Although Hungary’s dalliance with China is a divisive issue in the CEE country, a report from the Budapest-based Central and Eastern European Center for Asian Studies (CEECAS) found that a majority of Hungarian voters saying they approve of rising Chinese influence in the country. The CEECAS poll found that 51% of Hungarian voters felt optimistic about China’s expanding footprint in the country.

Last week, as Estonia and Latvia followed their neighbour Lithuania and exited the China+17/16 trade initiative in CEE, Hungary was travelling in the opposite direction, as Foreign Ministry state secretary Tamas Menczer wrote that Hungarian foreign policy is “consistently committed” to the One China principle.

“We sincerely hope that the situation in Taiwan will not escalate and world powers will return to cooperation based on mutual respect and trust as soon as possible,” Menczer wrote on Facebook.
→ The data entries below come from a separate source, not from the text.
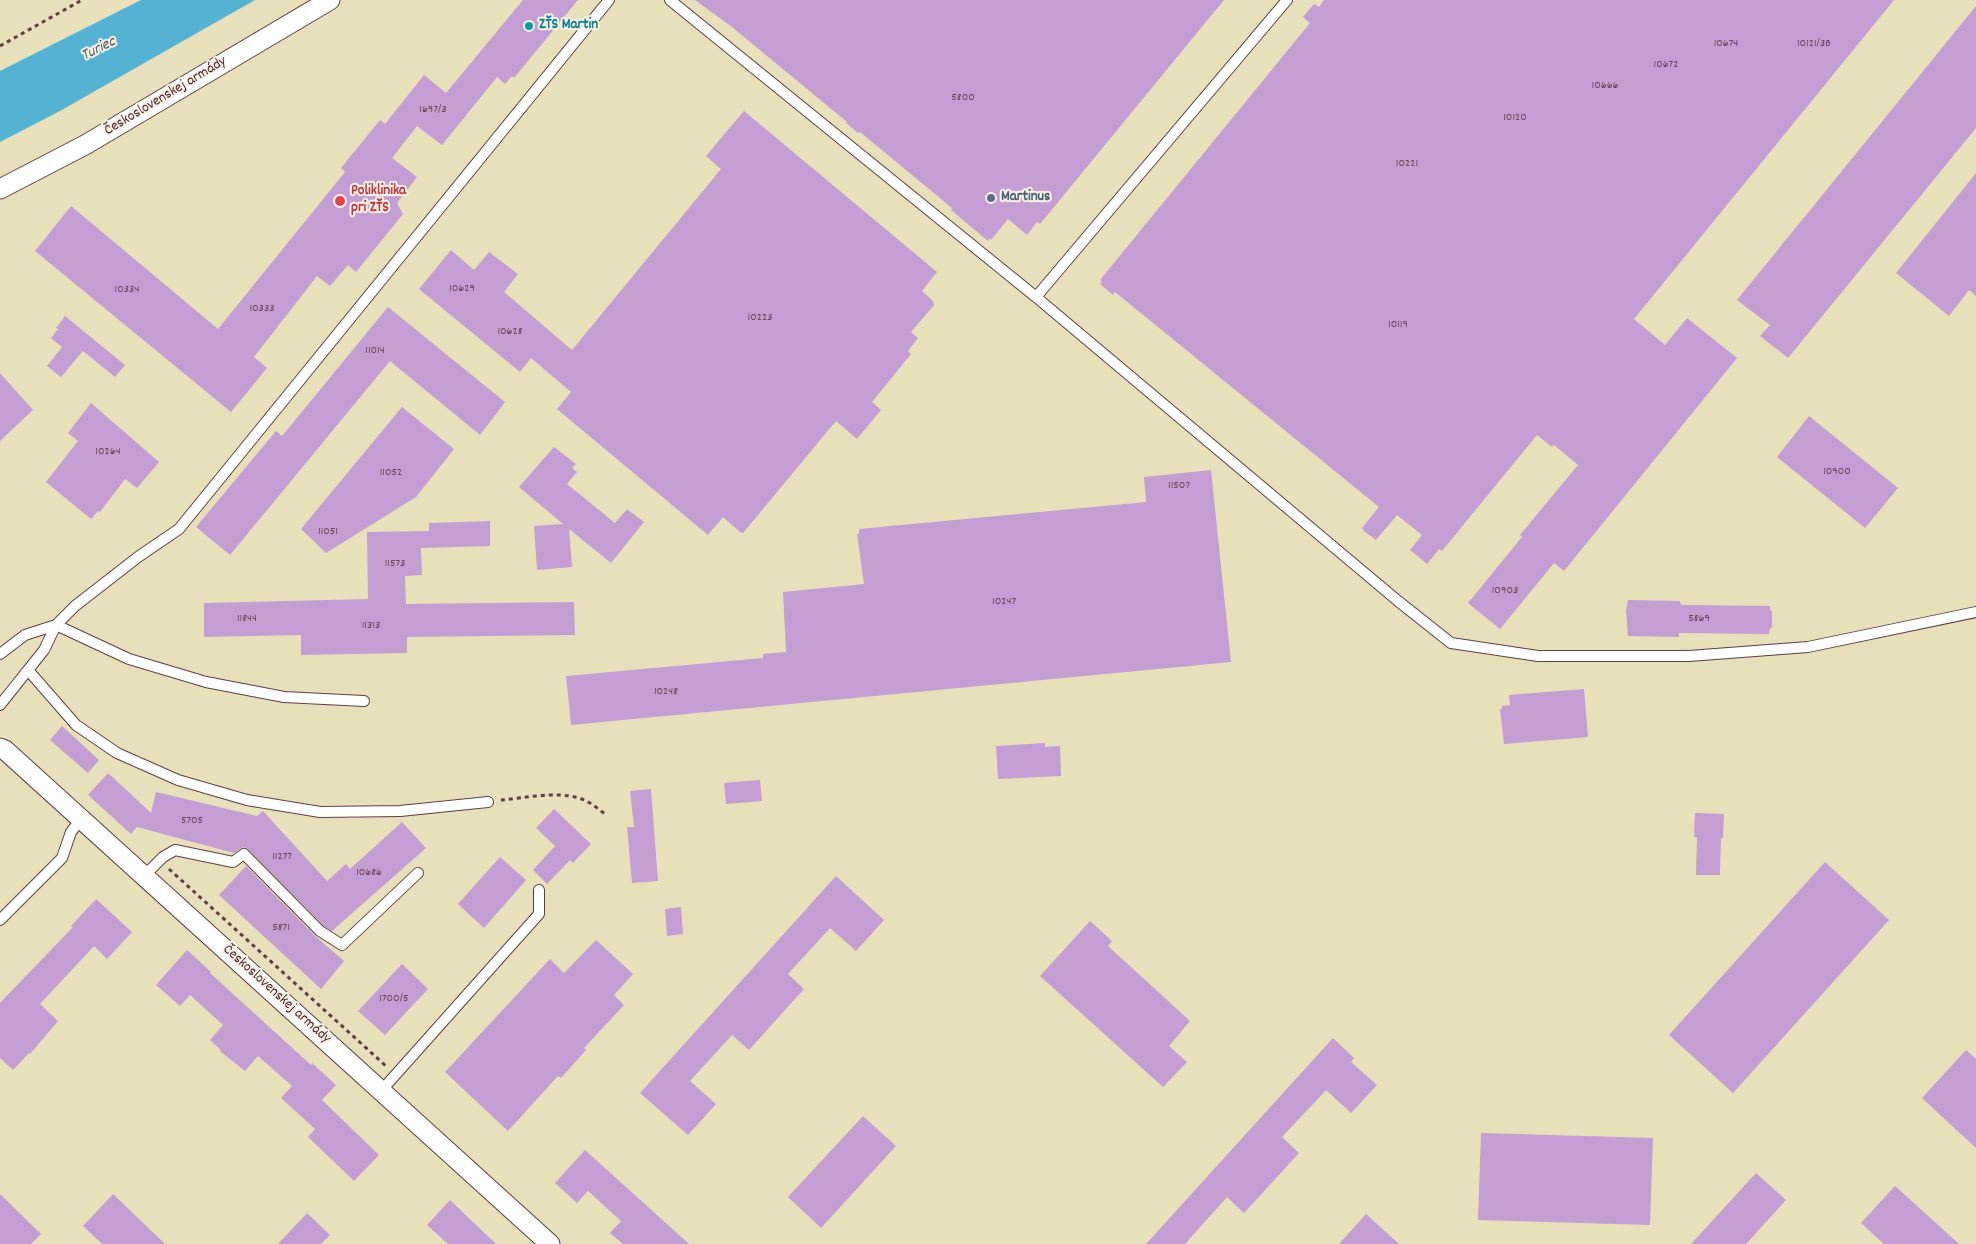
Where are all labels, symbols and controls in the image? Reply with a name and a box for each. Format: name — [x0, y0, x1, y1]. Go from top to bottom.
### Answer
place label: ZŤS Martin — [539, 17, 598, 35]
marker: ZŤS Martin — [523, 20, 535, 32]
water label: Turiec — [79, 33, 119, 67]
house number: 10674 — [1714, 37, 1738, 51]
house number: 10121/3B — [1797, 37, 1831, 51]
street label: Československej armády — [102, 53, 230, 141]
house number: 10672 — [1654, 58, 1678, 72]
house number: 10666 — [1592, 79, 1618, 93]
house number: 5800 — [951, 91, 975, 105]
house number: 1697/3 — [419, 103, 447, 117]
house number: 10120 — [1503, 111, 1527, 125]
house number: 10221 — [1396, 157, 1418, 171]
place label: Poliklinika pri ZŤS — [351, 183, 406, 218]
place label: Martinus — [1001, 189, 1050, 207]
marker: Martinus — [985, 192, 997, 204]
marker: Poliklinika pri ZŤS — [333, 194, 347, 208]
house number: 10629 — [449, 282, 475, 296]
house number: 10334 — [115, 283, 139, 297]
house number: 10333 — [249, 302, 275, 316]
house number: 10223 — [748, 311, 772, 325]
house number: 10119 — [1388, 318, 1408, 332]
house number: 10628 — [497, 325, 523, 339]
house number: 11014 — [365, 344, 385, 358]
house number: 10264 — [95, 445, 121, 459]
house number: 10900 — [1823, 465, 1851, 479]
house number: 11052 — [380, 466, 402, 480]
house number: 11507 — [1168, 479, 1190, 493]
house number: 11051 — [318, 525, 338, 539]
house number: 11573 — [385, 557, 405, 571]
house number: 10903 — [1492, 584, 1518, 598]
house number: 10247 — [992, 595, 1016, 609]
house number: 11844 — [237, 612, 257, 626]
house number: 5869 — [1688, 612, 1710, 626]
house number: 11313 — [362, 619, 380, 633]
house number: 10248 — [654, 685, 678, 699]
house number: 5705 — [181, 814, 203, 828]
house number: 11277 — [272, 850, 292, 864]
house number: 10686 — [356, 866, 382, 880]
house number: 5871 — [272, 921, 290, 935]
street label: Československej armády — [218, 942, 334, 1048]
house number: 1700/5 — [379, 992, 409, 1006]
Further details on the CATL plant in Debrecen will be announced once approval by the Chinese company’s shareholders council is granted, Menczer’s colleague Magyar said when the CATL project was unveiled later that week. Depending on the approval of the shareholders’ meeting, construction could begin this year, he added.

Magyar opined that the agreement “also confirms that the government made the right decision when it announced its strategy to open to China and identified the electric vehicle industry as one of the main arms of Hungarian economic development”.